WORK TO COMPLETE: Could you filter the data below down to the lines that hold the word "drawer"?

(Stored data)
- - -
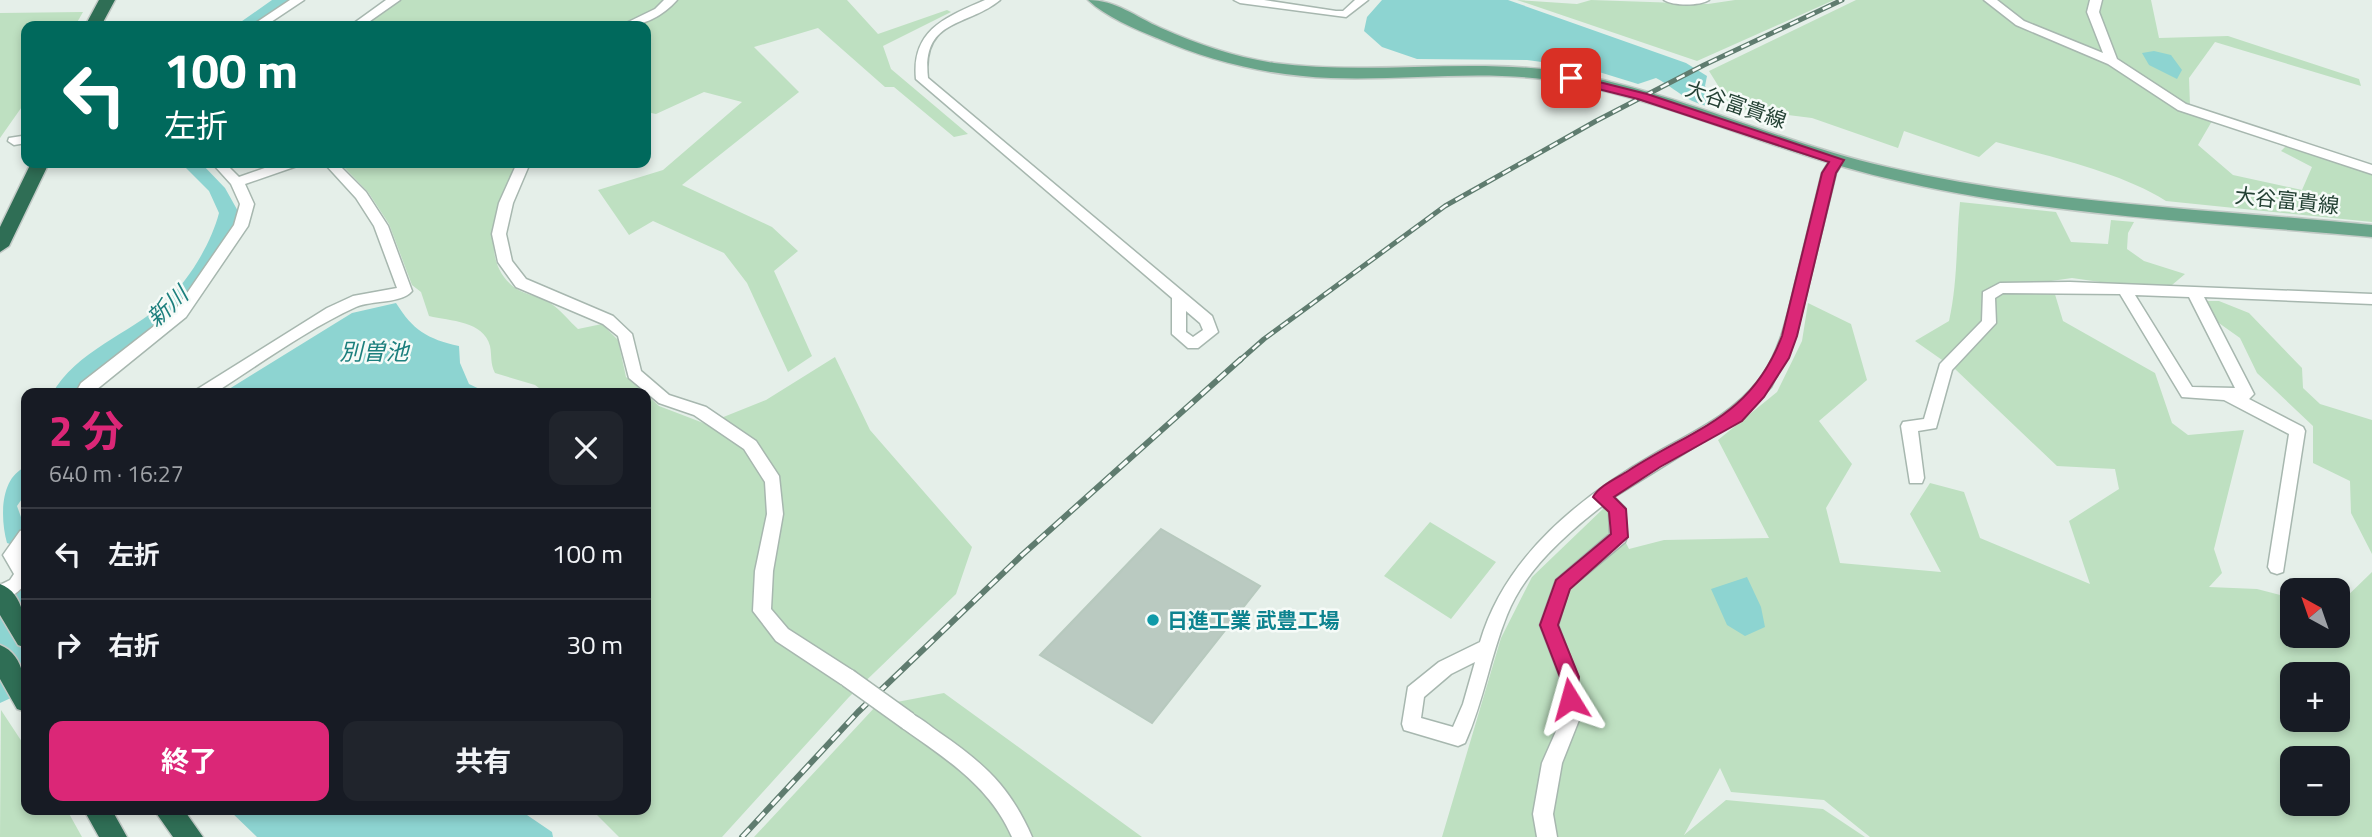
<!DOCTYPE html>
<html lang="ja">
<head>
<meta charset="utf-8">
<style>
  body { margin:0; font-family:"Titillium Web","Noto Sans JP",sans-serif; background:#20242c; color:#f1f3f6; height:100vh; display:flex; flex-direction:column; font-size:26px; white-space:nowrap }
  * { box-sizing:border-box; margin:0 }
  p { font-size:23px; color:#9ea1a6 }
  .icon { flex:none; width:38px; height:38px; fill:none; stroke:currentColor; stroke-width:2; stroke-linecap:round; stroke-linejoin:round }
  .map { position:relative; flex:1; overflow:hidden }
  .drawer { position:absolute; left:21px; top:388px; width:630px; height:427px; display:flex; flex-direction:column; background:#171b24; border-radius:14px; box-shadow:0 4px 10px #0003 }
  .drawer>* { flex:none }
  .guide { position:absolute; left:21px; top:21px; width:630px; height:147px; border-radius:14px; box-shadow:0 4px 10px #0003; background:#00695c; color:#fff; overflow:hidden }
  .needle { width:46px; rotate:320deg }
  .tools { position:absolute; left:2280px; top:578px; display:grid; gap:14px }
  .tools a { display:grid; place-items:center; width:70px; height:70px; border-radius:14px; background:#171b24; box-shadow:0 4px 10px #0003; font-size:35px }
  .pin { position:absolute; display:grid; place-items:center; width:60px; height:60px; color:#fff; margin:-30px; border-radius:14px; box-shadow:0 4px 10px #0006 }
  .me { position:absolute; width:77px; margin:-38px; rotate:352deg; stroke-linejoin:round; filter:drop-shadow(0 0 5px #0008) }
  .turn { display:flex; align-items:center; gap:24px; height:147px; padding:0 28px; font-size:32px }
  .turn .icon { width:91px; height:91px; stroke-width:2.5 }
  .turn b { display:block; font-size:49px; line-height:60px }
  .round { display:grid; place-items:center; flex:none; width:74px; height:74px; border-radius:14px; background:#20242c }
  .summary { display:flex; align-items:center; justify-content:space-between; height:119px; padding:0 28px }
  h1 { font-size:42px; font-weight:700; line-height:52px; color:#db2777 }
  .button { display:flex; gap:14px; margin-top:auto; padding:14px 28px }
  .button a { flex:1; height:80px; border-radius:14px; background:#db2777; color:#fff; font-size:28px; font-weight:700; line-height:80px; text-align:center }
  .button a+a { background:#20242c; color:#f1f3f6 }
  ul { padding:0; list-style:none }
  li { display:flex; align-items:center; gap:21px; height:91px; padding:0 28px; border-top:2px solid #363941 }
  li div { flex:1 }
  li b { display:block; font-size:26px }
  li em { font-style:normal }
  .map>svg:first-child { display:block }
  .green { fill:#bee0c1; fill-rule:evenodd }
  .water { fill:#8dd4d1 }
  .lines { fill:none; stroke-linecap:round; stroke-linejoin:round }
  .river { fill:#8dd4d1; fill-rule:evenodd }
  .building { fill:#bacac1; stroke:#b7c9be; stroke-width:2 }
  .minor-casing { stroke:#a7b7af; stroke-width:3 }
  .major-casing { stroke:#c2cac6; stroke-width:3 }
  .highway-casing { stroke:#c2cac6; stroke-width:3 }
  .minor { fill:#fff; fill-rule:evenodd }
  .major { fill:#69a58a; fill-rule:evenodd }
  .highway { fill:#2f6e55; fill-rule:evenodd }
  .rail-far1-casing { stroke:#5f7c6f; stroke-width:5 }
  .rail-casing { stroke:#5f7c6f; stroke-width:6 }
  .rail-far1 { stroke:#f6fbf8; stroke-width:2.5; stroke-dasharray:9; stroke-linecap:butt }
  .rail { stroke:#f6fbf8; stroke-width:3.5; stroke-dasharray:11; stroke-linecap:butt }
  .minor-bridge-casing { stroke:#a7b7af; stroke-width:21; stroke-linecap:butt }
  .minor-bridge { stroke:#fff; stroke-width:18 }
  .route { fill:#db2777; stroke:#8e194d; stroke-width:2 }
  .culture-dot { fill:#0f9aa8; stroke:#f6fbf8; stroke-width:2.5 }
  .labels { text-anchor:middle; dominant-baseline:central; stroke-width:5; stroke-linejoin:round; paint-order:stroke }
  .street-label { font-size:21px; fill:#244134; stroke:#f6fbf8 }
  .culture-label { font-size:21px; font-weight:bold; fill:#0d838f; stroke:#f6fbf8; text-anchor:start }
  .water-label { font-size:23px; font-style:italic; fill:#1c7f7d; stroke:#f6fbf8 }
</style>
</head>
<body>
<div class="map">
<svg width="2372" height="837" viewBox="0 0 2372 837">
  <rect width="100%" height="100%" fill="#e5efe9"/>
  <path class="green" d="M 399,0 L 847,0 L 878,34 L 947,10 L 951,12 L 883,46 L 891,69 L 968,134 L 954,137 L 894,87 L 885,87 L 818,28 L 754,47 L 799,92 L 682,185 L 772,227 L 798,251 L 774,271 L 812,356 L 788,372 L 747,283 L 724,253 L 653,221 L 629,235 L 598,190 L 663,170 L 742,102 L 704,92 L 656,114 L 646,112 L 646,26 L 362,26 Z
    M 1517,0 L 1577,4 L 1591,0 L 1708,4 L 1735,0 L 1834,0 L 1697,61 Z
    M 1856,0 L 2151,0 L 2159,38 L 2228,36 L 2359,79 L 2361,86 L 2215,42 L 2189,78 L 2190,106 L 2212,121 L 2198,145 L 2233,175 L 2302,190 L 2312,167 L 2281,151 L 2289,143 L 2372,173 L 2372,222 L 2166,201 C 2118,171 2050,157 1996,142 L 1979,157 L 1904,131 L 1898,148 L 1812,118 L 1732,108 L 1709,71 Z
    M 83,12 L 75,26 L 26,26 L 26,101 L 0,138 L 0,13 Z
    M 340,163 L 517,163 C 502,199 474,257 515,288 C 525,295 540,296 550,303 C 560,309 569,321 578,329 L 602,324 L 618,340 L 626,377 L 646,394 L 547,394 L 535,385 L 495,373 C 490,363 492,356 490,346 C 484,321 450,321 429,316 L 421,292 L 412,285 L 389,224 L 368,192 Z
    M 1960,202 L 2056,212 L 2071,242 L 2108,244 L 2111,220 L 2134,222 L 2128,233 L 2127,249 L 2144,261 L 2185,274 L 2172,285 L 2121,285 L 2072,278 L 2051,281 L 2063,321 L 2155,373 L 2172,423 L 2188,435 L 2244,430 L 2214,549 L 2222,573 L 2209,587 L 2257,589 L 2292,598 L 2292,635 L 2338,635 L 2338,605 L 2372,572 L 2372,837 L 1870,837 L 1824,800 L 1731,792 L 1720,768 L 1684,835 L 1726,800 L 1823,809 L 1865,837 L 1442,837 L 1501,638 L 1532,577 L 1607,505 L 1629,549 L 1664,540 L 1769,538 L 1718,440 L 1777,392 L 1802,341 L 1808,303 L 1851,324 L 1867,380 L 1819,421 L 1852,464 L 1826,508 L 1840,563 L 1941,572 L 1910,514 L 1930,483 L 1964,492 L 1980,538 L 2090,584 L 2069,521 L 2119,489 L 2115,469 L 2057,466 L 1955,369 L 1915,341 L 1949,321 C 1958,281 1956,242 1960,202 ZM 2292,674 L 2338,674 L 2338,719 L 2292,719 ZM 2292,758 L 2338,758 L 2338,803 L 2292,803 Z
    M 2205,301 L 2219,301 L 2249,313 L 2302,368 L 2303,388 L 2320,404 L 2372,420 L 2372,554 L 2351,513 L 2350,481 L 2313,463 L 2313,426 L 2257,373 L 2240,338 L 2216,321 Z
    M 835,357 L 870,430 L 972,547 L 956,594 L 849,697 L 722,837 L 619,837 L 592,810 L 646,810 L 646,394 L 659,406 L 706,424 L 766,400 Z
    M 1430,522 L 1496,562 L 1451,619 L 1384,576 Z
    M 944,693 L 1142,837 L 754,837 L 876,706 Z
    M 1,710 L 26,748 L 26,810 L 67,810 L 82,837 L 0,837 Z"/>
  <path class="water" d="M 1382,0 L 1508,0 L 1686,63 L 1707,76 L 1705,86 L 1721,106 C 1695,110 1678,90 1656,78 L 1638,84 L 1586,68 L 1527,60 L 1417,59 L 1382,47 L 1364,31 L 1367,17 Z
    M 2154,51 L 2171,55 L 2182,70 L 2177,79 L 2149,65 L 2142,53 Z
    M 396,303 C 413,330 427,339 459,346 L 460,363 L 469,384 L 490,394 L 221,394 L 352,313 Z
    M 1747,577 L 1761,607 L 1765,627 L 1745,636 L 1727,625 L 1711,589 Z
    M 26,585 L 26,691 L 0,703 L 0,610 Z
    M 229,810 L 525,810 L 527,815 L 552,832 L 553,837 L 257,837 Z"/>
  <g class="lines">
    <path class="river" d="M 272,0 L 291,0 L 254,26 L 235,26 Z
      M 181,163 L 201,163 L 225,188 L 239,213 C 232,243 202,293 179,314 C 146,343 107,361 77,394 L 52,394 C 76,351 129,334 164,303 C 188,282 211,244 219,213 L 209,191 Z
      M 26,467 L 26,493 L 17,506 L 26,531 L 26,540 L 16,546 L 7,543 C 0,518 0,477 26,467 Z"/>
  </g>
  <path class="building" d="M 1161,529 L 1260,586 L 1152,723 L 1040,655 Z"/>
  <g class="lines">
    <defs>
      <path id="minor" d="M 290,0 L 304,0 L 265,26 L 251,26 Z
        M 386,0 L 400,0 L 363,26 L 350,26 Z
        M 664,0 L 677,0 C 663,16 642,27 620,26 L 655,9 Z
        M 985,0 L 1000,0 C 968,27 921,18 928,78 L 1212,316 L 1218,332 L 1198,348 L 1188,348 L 1172,334 L 1172,298 L 916,79 C 911,30 946,17 985,0 ZM 1186,311 L 1200,323 L 1203,330 L 1193,337 L 1186,332 Z
        M 1234,0 L 1264,0 L 1336,11 L 1343,11 L 1355,0 L 1368,0 L 1346,17 L 1240,3 Z
        M 1664,0 L 1709,0 C 1700,6 1673,6 1664,0 Z
        M 1984,0 L 1997,0 L 2024,21 L 2103,53 L 2087,12 L 2090,0 L 2102,0 L 2099,12 L 2117,59 L 2186,104 L 2372,165 L 2372,174 L 2178,110 L 2108,64 L 2016,25 Z
        M 22,136 L 26,137 L 26,143 L 14,145 L 8,141 L 9,138 Z
        M 1837,156 L 1844,160 L 1836,173 L 1796,336 L 1771,387 L 1741,418 L 1614,497 L 1625,508 L 1627,537 L 1625,542 L 1569,589 L 1558,625 L 1578,677 L 1579,720 L 1562,763 L 1553,814 L 1557,837 L 1537,837 L 1533,814 L 1542,763 L 1561,720 L 1560,677 L 1540,625 L 1556,580 L 1610,534 L 1609,511 L 1602,506 C 1566,534 1524,571 1507,615 C 1490,657 1484,700 1465,743 L 1458,746 L 1404,730 L 1402,724 L 1408,687 L 1439,662 L 1480,642 C 1505,556 1581,496 1656,453 C 1693,432 1733,414 1759,380 C 1782,350 1788,311 1797,276 C 1805,242 1814,207 1822,173 L 1832,157 ZM 1475,662 L 1463,704 L 1453,727 L 1421,718 L 1424,697 L 1451,674 Z
        M 212,163 L 225,163 L 239,177 L 279,163 L 299,163 L 297,166 L 245,184 L 254,204 L 248,226 L 186,317 L 91,394 L 75,394 L 81,383 L 176,309 L 234,225 L 240,204 L 231,184 Z
        M 324,163 L 337,163 L 366,192 L 388,226 L 412,291 C 401,304 372,300 356,307 C 306,330 260,364 213,394 L 193,394 L 196,390 L 327,308 L 353,296 L 397,288 L 374,226 L 356,198 Z
        M 517,163 L 530,163 L 513,203 L 506,234 L 512,261 L 526,279 L 613,316 L 632,334 L 641,371 L 669,395 L 706,407 L 756,441 L 779,476 L 783,514 L 773,571 L 771,609 L 788,629 L 855,672 L 857,678 L 855,684 L 848,686 L 841,684 L 776,641 L 753,611 L 755,571 L 767,514 L 765,482 L 744,449 L 694,415 L 659,403 L 629,378 L 618,336 L 603,324 L 516,287 L 498,262 L 492,234 L 499,203 Z
        M 2070,282 L 2372,294 L 2372,304 L 2204,297 L 2254,394 L 2249,399 L 2303,427 L 2305,431 L 2283,572 L 2277,574 L 2271,572 L 2268,567 L 2289,434 L 2224,400 L 2182,397 L 2120,294 L 2003,293 L 1995,298 L 1996,323 L 1952,370 L 1936,428 L 1918,431 L 1924,478 L 1922,483 L 1910,483 L 1901,426 L 1903,422 L 1924,419 L 1940,364 L 1982,321 L 1983,292 L 2000,283 ZM 2135,295 L 2189,297 L 2235,388 L 2192,387 Z
        M 26,529 L 26,549 L 21,556 C 35,579 23,593 0,601 L 0,585 L 10,580 L 14,574 L 3,555 L 20,531 Z
        M 908,712 C 920,717 930,726 940,733 C 984,763 1011,788 1032,837 L 1012,837 C 990,786 945,758 901,727 L 899,721 L 901,715 Z"/>
      <path id="major" d="M 1088,0 C 1116,0 1136,17 1161,28 C 1197,44 1235,57 1274,63 C 1370,76 1468,57 1564,72 C 1675,91 1778,142 1887,167 C 2045,204 2211,209 2372,225 L 2372,237 C 2212,222 2042,216 1886,178 C 1778,153 1677,104 1569,83 C 1490,68 1410,81 1331,78 C 1271,76 1212,62 1157,38 C 1135,29 1106,17 1088,0 Z"/>
      <path id="highway" d="M 99,0 L 115,0 L 101,26 L 85,26 Z
        M 31,163 L 49,163 L 9,246 L 0,252 L 0,227 Z
        M 0,584 C 25,593 26,626 26,648 L 18,645 L 0,615 Z
        M 0,645 C 26,655 26,689 26,712 L 17,709 L 0,679 Z
        M 84,810 L 112,810 L 127,837 L 99,837 Z
        M 154,810 L 184,810 L 203,837 L 173,837 Z"/>
    </defs>
    <use href="#minor" class="minor-casing"/>
    <use href="#major" class="major-casing"/>
    <use href="#highway" class="highway-casing"/>
    <use href="#minor" class="minor"/>
    <use href="#major" class="major"/>
    <use href="#highway" class="highway"/>
    <defs>
      <path id="rail-far1" d="M 1239,361 L 1264,339 L 1445,206 L 1596,121 L 1704,65 L 1842,0"/>
      <path id="rail" d="M 742,837 L 858,712 L 1022,555 L 1241,359"/>
    </defs>
    <use href="#rail-far1" class="rail-far1-casing"/>
    <use href="#rail" class="rail-casing"/>
    <use href="#rail-far1" class="rail-far1"/>
    <use href="#rail" class="rail"/>
    <defs>
      <path id="minor-bridge" d="M 848,678 L 908,721"/>
    </defs>
    <use href="#minor-bridge" class="minor-bridge-casing"/>
    <use href="#minor-bridge" class="minor-bridge"/>
  </g>
  <path class="route" d="M 1571,75 L 1647,94 L 1844,160 L 1836,173 L 1797,336 L 1789,358 L 1764,397 L 1742,421 L 1660,467 L 1614,497 L 1626,509 L 1628,537 L 1570,589 L 1558,625 L 1579,677 L 1576,705 L 1570,707 L 1563,705 L 1560,677 L 1540,625 L 1556,580 L 1611,534 L 1609,512 L 1593,497 C 1599,486 1617,478 1628,471 C 1694,428 1751,418 1782,336 L 1822,173 L 1829,162 L 1638,99 L 1566,81 L 1565,78 Z"/>
  <circle class="culture-dot" cx="1153" cy="620" r="7"/>
  <g class="labels">
    <g class="street-label">
      <text transform="translate(1736 104) rotate(19)">大谷富貴線</text>
      <text transform="translate(2287 200) rotate(6)">大谷富貴線</text>
    </g>
    <g class="culture-label">
      <text x="1167" y="620">日進工業 武豊工場</text>
    </g>
    <g class="water-label">
      <text transform="translate(167 306) rotate(-43)">新川</text>
      <text x="374" y="351">別曽池</text>
    </g>
  </g>
</svg>
<div class="tools">
<a><svg class="needle" viewBox="-14 -14 28 28"><path d="M0-13l5 13h-10z" fill="#e53935"/><path d="M0 13l5-13h-10z" fill="#9ea1a6"/></svg></a>
<a>+</a>
<a>−</a>
</div>
<div class="pin" style="left:1571px;top:78px;background:#d93025"><svg class="icon" aria-label="arrive" viewBox="0 0 24 24"><path d="M6 21V4h12l-3 4 3 4H6"/></svg></div>
<svg class="me" style="left:1570px;top:699px" viewBox="-20 -20 40 40"><path d="M0-17L14 15 0 8-14 15z" fill="#db2777" stroke="#fff" stroke-width="4"/></svg>
<div class="guide">
<div class="turn"><svg class="icon" aria-label="left" viewBox="0 0 24 24"><path d="M17 20v-9H6M10 6l-5 5 5 5"/></svg><div><b>100 m</b>左折</div></div>
</div>
<section class="drawer">
<div class="summary"><div><h1>2 分</h1><p>640 m · 16:27</p></div><a class="round"><svg class="icon" aria-label="close" viewBox="0 0 24 24"><path d="M6 6l12 12M18 6L6 18"/></svg></a></div>
<ul>
<li><svg class="icon" aria-label="left" viewBox="0 0 24 24"><path d="M17 20v-9H6M10 6l-5 5 5 5"/></svg><div><b>左折</b></div><em>100 m</em></li>
<li><svg class="icon" aria-label="right" viewBox="0 0 24 24"><path d="M7 20v-9h11M14 6l5 5-5 5"/></svg><div><b>右折</b></div><em>30 m</em></li>
</ul>
<div class="button"><a>終了</a><a>共有</a></div>
</section>
</div>
</body>
</html>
- - -
OUTPUT:
  .drawer { position:absolute; left:21px; top:388px; width:630px; height:427px; display:flex; flex-direction:column; background:#171b24; border-radius:14px; box-shadow:0 4px 10px #0003 }
  .drawer>* { flex:none }
<section class="drawer">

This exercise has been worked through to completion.